Applied Python Chronicles: A Gentle Intro to Pydantic

-

What about default values and argument extractions?

from pydantic import validate_call

@validate_call(validate_return=True)
def add(*args: int, a: int, b: int = 4) -> int:
return str(sum(args) + a + b)

# ----
add(4,3,4)
> ValidationError: 1 validation error for add
a
Missing required keyword only argument [type=missing_keyword_only_argument, input_value=ArgsKwargs((4, 3, 4)), input_type=ArgsKwargs]
For further information visit

# ----

add(4, 3, 4, a=3)
> 18

# ----

@validate_call
def add(*args: int, a: int, b: int = 4) -> int:
return str(sum(args) + a + b)

# ----

add(4, 3, 4, a=3)
> '18'

Takeaways from this instance:

  • You may annotate the variety of the variable variety of arguments declaration (*args).
  • Default values are still an option, even for those who are annotating variable data types.
  • validate_call accepts validate_return argument, which makes function return value validation as well. Data type coercion can also be applied on this case. validate_return is about to False by default. Whether it is left because it is, the function may not return what is asserted in type hinting.

What about if you should validate the information type but additionally constrain the values that variable can take? Example:

from pydantic import validate_call, Field
from typing import Annotated

type_age = Annotated[int, Field(lt=120)]

@validate_call(validate_return=True)
def add(age_one: int, age_two: type_age) -> int:
return age_one + age_two

add(3, 300)
> ValidationError: 1 validation error for add
1
Input needs to be lower than 120 [type=less_than, input_value=200, input_type=int]
For further information visit

This instance shows:

  • You need to use Annotated and pydantic.Field to not only validate data type but additionally add metadata that Pydantic uses to constrain variable values and formats.
  • ValidationError is yet again very verbose about what was mistaken with our function call. This could be really helpful.

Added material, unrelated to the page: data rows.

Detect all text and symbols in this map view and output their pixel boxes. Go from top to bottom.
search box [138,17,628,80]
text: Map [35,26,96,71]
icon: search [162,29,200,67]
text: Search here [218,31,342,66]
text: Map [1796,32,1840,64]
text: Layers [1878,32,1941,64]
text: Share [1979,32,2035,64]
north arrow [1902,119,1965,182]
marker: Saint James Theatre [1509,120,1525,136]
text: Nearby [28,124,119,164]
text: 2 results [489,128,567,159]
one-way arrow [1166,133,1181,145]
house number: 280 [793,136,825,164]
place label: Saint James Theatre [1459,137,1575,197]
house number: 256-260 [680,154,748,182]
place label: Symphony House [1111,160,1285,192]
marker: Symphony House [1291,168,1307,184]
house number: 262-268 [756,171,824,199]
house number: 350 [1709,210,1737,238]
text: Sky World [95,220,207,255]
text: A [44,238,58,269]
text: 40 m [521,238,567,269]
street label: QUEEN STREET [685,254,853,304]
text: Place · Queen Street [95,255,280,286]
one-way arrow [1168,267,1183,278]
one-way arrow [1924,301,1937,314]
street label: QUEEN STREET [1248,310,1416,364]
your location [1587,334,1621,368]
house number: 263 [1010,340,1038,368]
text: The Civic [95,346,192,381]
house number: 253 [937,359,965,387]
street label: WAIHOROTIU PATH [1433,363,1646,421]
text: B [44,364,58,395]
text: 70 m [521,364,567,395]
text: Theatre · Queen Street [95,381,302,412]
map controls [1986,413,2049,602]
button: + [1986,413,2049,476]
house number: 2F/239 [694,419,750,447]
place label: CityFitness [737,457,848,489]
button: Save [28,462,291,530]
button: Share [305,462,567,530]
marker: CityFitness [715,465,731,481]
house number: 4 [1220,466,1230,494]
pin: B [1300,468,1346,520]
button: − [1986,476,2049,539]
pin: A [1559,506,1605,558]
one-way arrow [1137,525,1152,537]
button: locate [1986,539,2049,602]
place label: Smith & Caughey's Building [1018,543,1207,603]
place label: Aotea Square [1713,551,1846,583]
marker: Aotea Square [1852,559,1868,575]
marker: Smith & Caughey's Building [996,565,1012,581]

Here is another example of how you’ll be able to each validate and constrain variable values. We’ll simulate a payload (dictionary) that you should process in your function after it has been validated:

from pydantic import HttpUrl, PastDate
from pydantic import Field
from pydantic import validate_call
from typing import Annotated

Name = Annotated[str, Field(min_length=2, max_length=15)]

@validate_call(validate_return=True)
def process_payload(url: HttpUrl, name: Name, birth_date: PastDate) -> str:
return f'{name=}, {birth_date=}'

# ----

payload = {
'url': 'httpss://example.com',
'name': 'J',
'birth_date': '2024-12-12'
}

process_payload(**payload)
> ValidationError: 3 validation errors for process_payload
url
URL scheme needs to be 'http' or 'https' [type=url_scheme, input_value='httpss://example.com', input_type=str]
For further information visit
name
String must have at the least 2 characters [type=string_too_short, input_value='J', input_type=str]
For further information visit
birth_date
Date needs to be up to now [type=date_past, input_value='2024-12-12', input_type=str]
For further information visit

# ----

payload = {
'url': '',
'name': 'Joe-1234567891011121314',
'birth_date': '2020-12-12'
}

process_payload(**payload)
> ValidationError: 1 validation error for process_payload
name
String must have at most 15 characters [type=string_too_long, input_value='Joe-1234567891011121314', input_type=str]
For further information visit

This was the fundamentals of easy methods to validate function arguments and their return value.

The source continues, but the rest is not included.